WebOzy: the web services company
liveBatavia: connecting local people to local business

I've got a great hit rate

Media Crumb's picture

I've got a great hit rate with APC (or so it seems) and memcached looks to be running fine. I"m currently on PressFlow D6. I'll see if DBtuner can help.

As for innodb are the improvements that great? Is it easy to change over my esisting db? Thanks so much for the help

http://i.minus.com/iuFc661sfEUff.jpg <-- link to apc

http://i.minus.com/iXRt9Ak9LbYta.jpg <-- link to mem

Awesome

Eidolon Night's picture

APC and memcache look great. I like the site. I have actually worked on a few gaming-related sites so I am familiar with the performance woes. You're using Advanced Forum and seem to have regular posters so, yes, innodb will a nice performance boost. I know there is a module that'll switch over all your tables... or at least I thought there was. It might actually be bundled into the db tuner module. You can also check out http://drupal.org/project/db_maintenance

When you check the performance times, are you using a regular user or your admin account? Admin users bypass certain caches and I've seen admin menu do strange things to load times. So when you're running tests, make sure you use a regular authenticated user.

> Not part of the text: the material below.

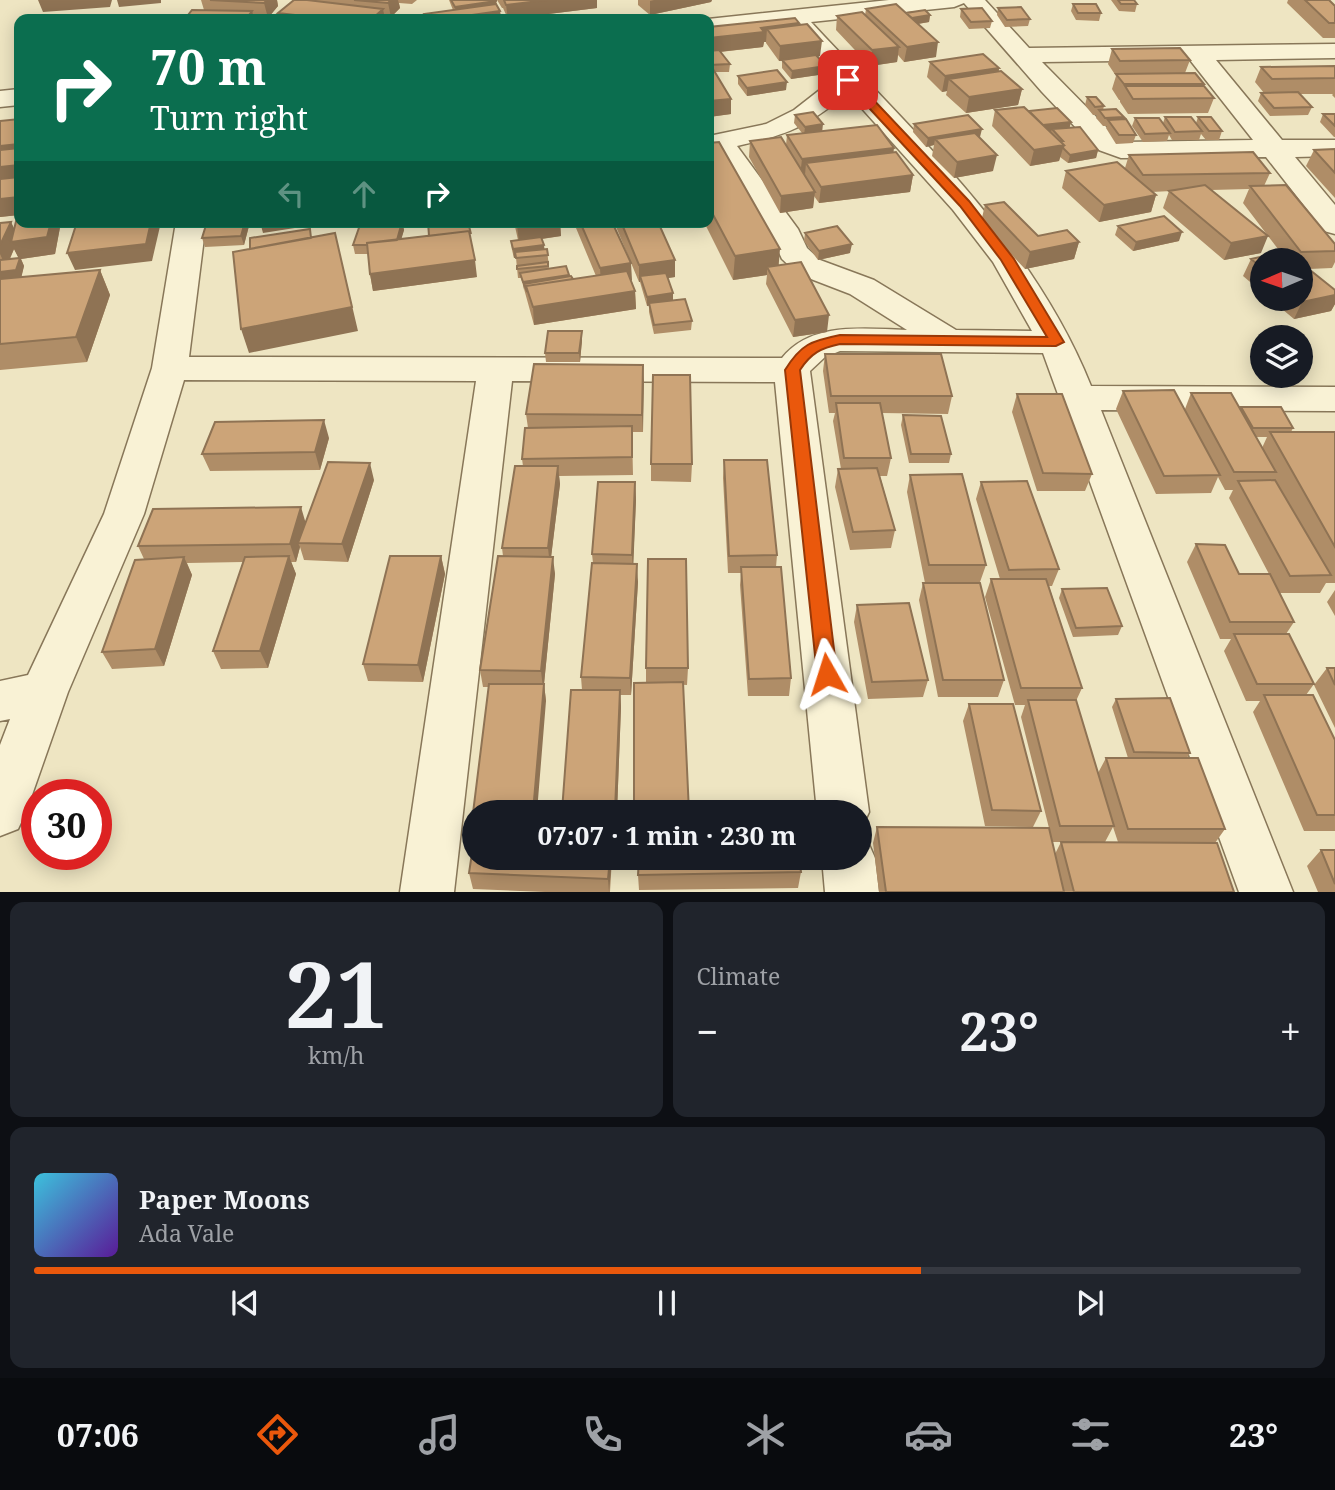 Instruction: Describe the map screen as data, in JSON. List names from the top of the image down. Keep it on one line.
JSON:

If you have devel installed, can you post the page execution, query number, and query time for a normal user? That's usually where I get started.

On a side note for later, definitely check out https://www.cloudflare.com I use them for all my clients, but they especially shine on image-heavy gaming sites, photography sites, etc. Saves your server bandwidth and keeps it from having to process every single request.

WebOzy: the web services company
liveBatavia: connecting local people to local business

You could start by running an

pdrake's picture

You could start by running an EXPLAIN on the first query to get an idea why it is running so slowly. That said, from looking at these, it looks like maybe you have a configuration problem in MySQL or on your server. Are sessions currently being stored in memcached or MySQL? In addition to newrelic, tracelytics offers a free trial and with the tracelytics drupal module, you can get some good insights into performance.

I believe session are on SQL.

Media Crumb's picture

I believe session are on SQL. I have to admin I'm fairly noobish to all this so its likely ive run into some config issues. However I have followed the examples of a lot of great tutorials and the settings seem accurate.

D6 or D7?

mikeytown2's picture

Drupal 6 or Drupal 7 site?

If a Drupal 6 site:
change tables from MyISAM to InnoDB.
Look at what http://drupal.org/project/dbtuner says

If a Drupal 7 site OR tables are InnoDB:
Make sure innodb_buffer_pool_size is a reasonable size (not the default).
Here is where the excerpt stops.